Take a walk. Drive to a park and sit and people-watch (my favourite pastime is to make up stories in my mind about people based on what I observe). Go bird watching. Sit at the seaside. Do nothing and do not feel guilty.
Mental repose is key to my self-care. Turning off all devices and listening to ambient sounds saves me a lot of money at the doctor’s office. I can stay on my bed and listen to the fan and the air conditioning unit and sit in the variation of those two sounds for an hour–guilt-free. And no. I am not lazy.
Sleep eluded me for decades. From insomnia to late-night studying to bad sleep hygiene, this was a challenging matter. I remember in the middle years admitting myself to Brigham and Women’s Hospital in Boston, Massachusetts, for a battery of tests to determine if I had a sleep impairment problem. They found nothing of concern.
The consultation and tests revealed that I am what is called a “natural short sleeper” placing me in the global category of about one to three per cent of individuals who only need four to six hours of sleep.
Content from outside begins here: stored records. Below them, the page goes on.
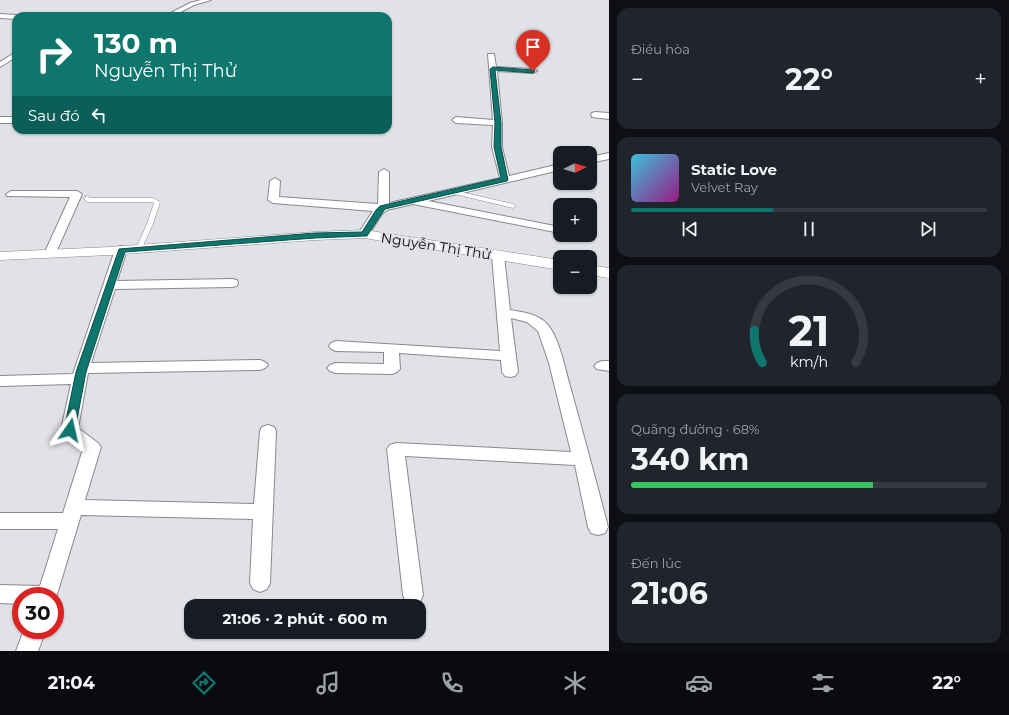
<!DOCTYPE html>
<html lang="vi">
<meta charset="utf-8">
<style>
body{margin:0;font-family:Montserrat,sans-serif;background:#20242c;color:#f1f3f6;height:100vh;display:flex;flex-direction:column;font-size:15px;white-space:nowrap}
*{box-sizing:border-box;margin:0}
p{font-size:13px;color:#9ea1a6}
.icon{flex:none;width:22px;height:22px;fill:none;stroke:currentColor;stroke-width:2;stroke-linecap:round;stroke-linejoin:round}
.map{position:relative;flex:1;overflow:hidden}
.details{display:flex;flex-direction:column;gap:8px;padding:8px;background:#0d0f14;width:400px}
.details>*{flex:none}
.hud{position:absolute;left:12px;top:12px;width:380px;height:122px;border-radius:12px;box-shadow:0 1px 3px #0004;background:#0f766e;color:#fff;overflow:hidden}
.needle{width:26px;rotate:85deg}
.tools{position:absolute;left:553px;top:146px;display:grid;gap:8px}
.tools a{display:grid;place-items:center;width:44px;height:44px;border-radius:8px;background:#171b24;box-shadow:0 1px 3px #0004;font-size:20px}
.speed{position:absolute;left:12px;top:587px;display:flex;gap:8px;font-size:20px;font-weight:700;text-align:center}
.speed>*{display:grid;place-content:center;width:52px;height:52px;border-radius:50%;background:#171b24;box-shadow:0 1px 3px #0004;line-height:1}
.speed .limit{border:6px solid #d22;background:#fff;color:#111}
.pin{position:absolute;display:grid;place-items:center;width:34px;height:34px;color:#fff;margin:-41px -17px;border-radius:50% 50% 50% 0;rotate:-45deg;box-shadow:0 0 4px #0007}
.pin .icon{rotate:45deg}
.me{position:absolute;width:44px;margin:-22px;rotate:11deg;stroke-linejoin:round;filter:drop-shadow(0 0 3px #0008)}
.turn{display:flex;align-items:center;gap:14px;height:84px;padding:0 16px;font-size:18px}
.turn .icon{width:52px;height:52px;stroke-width:2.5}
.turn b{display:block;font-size:28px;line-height:34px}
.then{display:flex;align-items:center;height:38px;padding:0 16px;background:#0003;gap:8px;font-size:15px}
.big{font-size:30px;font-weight:700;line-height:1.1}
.details .tile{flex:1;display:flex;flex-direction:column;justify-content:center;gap:6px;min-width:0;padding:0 14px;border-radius:12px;background:#20242c}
.details .dial{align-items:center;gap:0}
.dial svg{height:104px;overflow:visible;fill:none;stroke:#363941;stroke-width:7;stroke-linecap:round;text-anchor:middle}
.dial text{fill:#f1f3f6;stroke:none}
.song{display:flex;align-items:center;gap:12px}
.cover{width:48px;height:48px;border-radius:6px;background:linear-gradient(135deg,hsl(190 70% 55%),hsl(310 70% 35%))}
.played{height:4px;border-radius:2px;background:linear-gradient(90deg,#0f766e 40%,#363941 40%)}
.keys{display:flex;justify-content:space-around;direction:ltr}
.heat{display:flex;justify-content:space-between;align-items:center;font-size:22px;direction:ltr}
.charge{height:6px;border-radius:3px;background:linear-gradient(90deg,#34c759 68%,#363941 0)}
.trip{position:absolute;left:184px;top:599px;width:242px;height:40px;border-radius:12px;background:#171b24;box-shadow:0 1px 3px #0004;font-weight:700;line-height:40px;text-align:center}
.tab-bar{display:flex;height:64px;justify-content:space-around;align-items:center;background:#090b0e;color:#9ea1a6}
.tab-bar .icon{width:28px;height:28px}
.tab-bar .current{color:#0f766e}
.tab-bar b{font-size:18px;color:#f1f3f6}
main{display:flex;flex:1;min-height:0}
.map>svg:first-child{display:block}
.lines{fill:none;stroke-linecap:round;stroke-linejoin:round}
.service-casing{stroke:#88898e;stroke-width:1}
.minor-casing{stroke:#88898e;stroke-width:2}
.tertiary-casing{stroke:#88898e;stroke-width:1}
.service{fill:#fff;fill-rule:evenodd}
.minor{fill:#fff;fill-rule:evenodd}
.tertiary{fill:#fff;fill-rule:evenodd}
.route{fill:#0f766e;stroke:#0a4d48}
.labels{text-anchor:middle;stroke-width:4;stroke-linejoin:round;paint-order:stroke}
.street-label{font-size:14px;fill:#0c0d0f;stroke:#e0e2e7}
</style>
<main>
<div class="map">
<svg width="609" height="651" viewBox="0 0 609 651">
<rect width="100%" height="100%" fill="#e0e2e7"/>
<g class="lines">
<g class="service-casing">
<path id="service" d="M 452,190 L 513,204 L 516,206 L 513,208 L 450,193 L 450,191 Z
M 87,196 L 90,198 L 153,198 L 160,202 L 153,224 L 141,250 L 137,250 L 136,249 L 147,224 L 154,203 L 152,202 L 88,202 L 86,201 L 84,198 Z"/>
</g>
<g class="minor-casing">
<path id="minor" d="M 201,0 L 211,0 L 194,5 L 173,16 L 165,16 L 190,3 Z
M 0,14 L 16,15 L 18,16 L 16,16 L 16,19 L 0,18 Z
M 16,52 L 16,57 L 0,67 L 0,62 Z
M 488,54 L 494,54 L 496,67 L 533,69 L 537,71 L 533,73 L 497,71 L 502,123 L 502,147 L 509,176 L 560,164 L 560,170 L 428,201 L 560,227 L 560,233 L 413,204 L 387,210 L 382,214 L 368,236 L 360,236 L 358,234 L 373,211 L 273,203 L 268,200 L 270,181 L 275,178 L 280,181 L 279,197 L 378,204 L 379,172 L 384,169 L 389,172 L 389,203 L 500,178 L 492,147 L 493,125 L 456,123 L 452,120 L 456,117 L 493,120 Z
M 595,112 L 609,113 L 609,119 L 592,117 L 591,115 L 592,113 Z
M 0,117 L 16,117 L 16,123 L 0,123 Z
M 609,153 L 609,159 L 590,163 L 590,157 Z
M 11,191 L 77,191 L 82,194 L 54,257 L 46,257 L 44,254 L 70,197 L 7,196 L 6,194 Z
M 121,246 L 125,247 L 127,250 L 117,281 L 232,279 L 237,280 L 238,283 L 237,286 L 232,287 L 115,289 L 91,363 L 260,360 L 265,362 L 268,365 L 265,368 L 260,370 L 88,373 L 78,428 L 98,443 L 101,447 L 85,500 L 254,504 L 260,431 L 262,427 L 268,425 L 274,427 L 276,431 L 270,583 L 267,589 L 260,592 L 253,589 L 250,583 L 253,519 L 81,515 L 55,601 L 55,596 L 21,596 L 21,604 L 0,603 L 0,585 L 40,586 L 58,529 L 0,529 L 0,513 L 63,513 L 83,449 L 63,434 L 61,430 L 71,384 L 0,386 L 0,376 L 73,374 L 115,250 L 117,247 Z
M 498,252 L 502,253 L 504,256 L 510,310 C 523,312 538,314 547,324 C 559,337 565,368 570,386 C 583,433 596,480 608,527 L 605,533 L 598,535 L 591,533 L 588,527 L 575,465 L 405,456 L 423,595 L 420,602 L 413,604 L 406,602 L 403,595 L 387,449 L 390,445 L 396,443 L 571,452 L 549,363 L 538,331 L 527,322 L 511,318 L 518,372 L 515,376 L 510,377 L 505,376 L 502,372 L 501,360 L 399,353 L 400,369 L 397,372 L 392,374 L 335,373 L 330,371 L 327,368 L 330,365 L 335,363 L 384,364 L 384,352 L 336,351 L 331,349 L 329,346 L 331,343 L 336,341 L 500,351 L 492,256 L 494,253 Z
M 602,361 L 609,361 L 609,371 L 597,369 L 594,366 L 597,363 Z
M 24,630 L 46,630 L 38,651 L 16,651 Z"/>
</g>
<g class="tertiary-casing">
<path id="tertiary" d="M 364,230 L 560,260 L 560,270 L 364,238 L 315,240 L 110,255 L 0,260 L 0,252 L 110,247 L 315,232 Z
M 590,265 L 609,268 L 609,278 L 590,275 Z"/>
</g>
<use href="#service" class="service"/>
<use href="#minor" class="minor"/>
<use href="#tertiary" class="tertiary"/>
</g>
<path class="route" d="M 493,67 L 533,70 L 535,71 L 533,73 L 495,70 L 501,123 L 501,147 L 508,180 L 507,181 L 385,209 L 367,236 L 364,236 L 315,238 L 125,252 L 86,372 L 75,430 L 73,433 L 66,433 L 64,430 L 76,372 L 119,249 L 315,233 L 362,232 L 376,210 L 380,206 L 501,178 L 494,147 L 495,123 L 490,69 Z"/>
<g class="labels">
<g class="street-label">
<text transform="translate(436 246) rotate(9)" y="5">Nguyễn Thị Thử</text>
</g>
</g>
</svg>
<div class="tools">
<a><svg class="needle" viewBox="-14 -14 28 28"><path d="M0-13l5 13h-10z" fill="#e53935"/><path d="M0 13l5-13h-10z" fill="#9ea1a6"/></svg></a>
<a>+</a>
<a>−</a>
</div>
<div class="speed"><div class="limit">30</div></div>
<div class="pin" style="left:533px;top:71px;background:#d93025"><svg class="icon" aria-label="arrive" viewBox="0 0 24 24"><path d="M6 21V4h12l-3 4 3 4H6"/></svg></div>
<svg class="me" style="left:70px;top:430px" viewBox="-20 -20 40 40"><path d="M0-17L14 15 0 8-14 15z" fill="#0f766e" stroke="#fff" stroke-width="4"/></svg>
<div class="trip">21:06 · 2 phút · 600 m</div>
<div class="hud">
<div class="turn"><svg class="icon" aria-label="right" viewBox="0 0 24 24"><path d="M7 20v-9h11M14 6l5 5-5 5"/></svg><div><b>130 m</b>Nguyễn Thị Thử</div></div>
<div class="then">Sau đó<svg class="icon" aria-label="left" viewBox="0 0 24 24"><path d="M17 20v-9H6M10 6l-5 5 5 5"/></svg></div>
</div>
</div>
<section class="details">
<div class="tile"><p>Điều hòa</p>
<div class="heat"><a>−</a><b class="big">22°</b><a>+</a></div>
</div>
<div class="tile">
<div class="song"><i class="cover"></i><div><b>Static Love</b><p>Velvet Ray</p></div></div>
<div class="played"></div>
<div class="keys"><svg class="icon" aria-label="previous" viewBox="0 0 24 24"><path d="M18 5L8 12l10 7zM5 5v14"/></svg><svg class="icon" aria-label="pause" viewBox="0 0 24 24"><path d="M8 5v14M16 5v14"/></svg><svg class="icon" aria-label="next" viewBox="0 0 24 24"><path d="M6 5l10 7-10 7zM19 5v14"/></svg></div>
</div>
<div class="tile dial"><svg viewBox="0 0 100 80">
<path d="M14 69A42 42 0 1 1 86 69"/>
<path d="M14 69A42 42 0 0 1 8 44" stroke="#0f766e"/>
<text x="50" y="56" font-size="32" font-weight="700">21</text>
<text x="50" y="72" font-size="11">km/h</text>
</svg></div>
<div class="tile"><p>Quãng đường · 68%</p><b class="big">340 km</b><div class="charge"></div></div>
<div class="tile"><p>Đến lúc</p><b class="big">21:06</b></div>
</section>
</main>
<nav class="tab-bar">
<b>21:04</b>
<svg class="icon current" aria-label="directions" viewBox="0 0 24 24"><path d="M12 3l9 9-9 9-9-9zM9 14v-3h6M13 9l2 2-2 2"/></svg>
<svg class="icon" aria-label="music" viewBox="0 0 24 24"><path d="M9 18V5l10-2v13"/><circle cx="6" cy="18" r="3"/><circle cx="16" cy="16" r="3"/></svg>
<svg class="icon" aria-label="phone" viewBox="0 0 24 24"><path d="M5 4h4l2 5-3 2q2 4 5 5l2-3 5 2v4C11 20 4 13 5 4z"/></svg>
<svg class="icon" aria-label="climate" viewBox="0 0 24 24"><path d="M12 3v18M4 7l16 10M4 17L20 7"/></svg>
<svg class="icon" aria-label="car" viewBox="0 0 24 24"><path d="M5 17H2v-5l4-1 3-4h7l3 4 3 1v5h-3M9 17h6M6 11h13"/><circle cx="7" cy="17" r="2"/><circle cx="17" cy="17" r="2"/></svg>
<svg class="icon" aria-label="filters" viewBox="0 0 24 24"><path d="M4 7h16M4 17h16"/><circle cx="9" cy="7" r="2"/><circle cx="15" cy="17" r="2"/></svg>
<b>22°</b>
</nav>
According to the research, I should also be slimmer than average (which I was then), have high pain tolerance (which I never did), be more psychologically resilient (a definite trait) and not suffer from jet lag (a hit and miss).
Then I discovered that sleep deprivation, possibly even for natural short sleepers, makes a person more vulnerable to higher risks of diabetes, obesity, cardiovascular disease, hypertension, and more.
So, I practised sleeping. I am better at it now. Sleep is when the body rests and rejuvenates itself with restorative functions of which we may know very little. No longer would I take this action lightly.
For this stage of my life, I am becoming proficient at doing nothing and not giving a farthing of care for guilt. I am focused on the goodness of sleep/rest and indulge in deep pockets of self-prescribed relaxation.
Too many people are too afraid to sit with their thoughts and I am not one of them. How about you?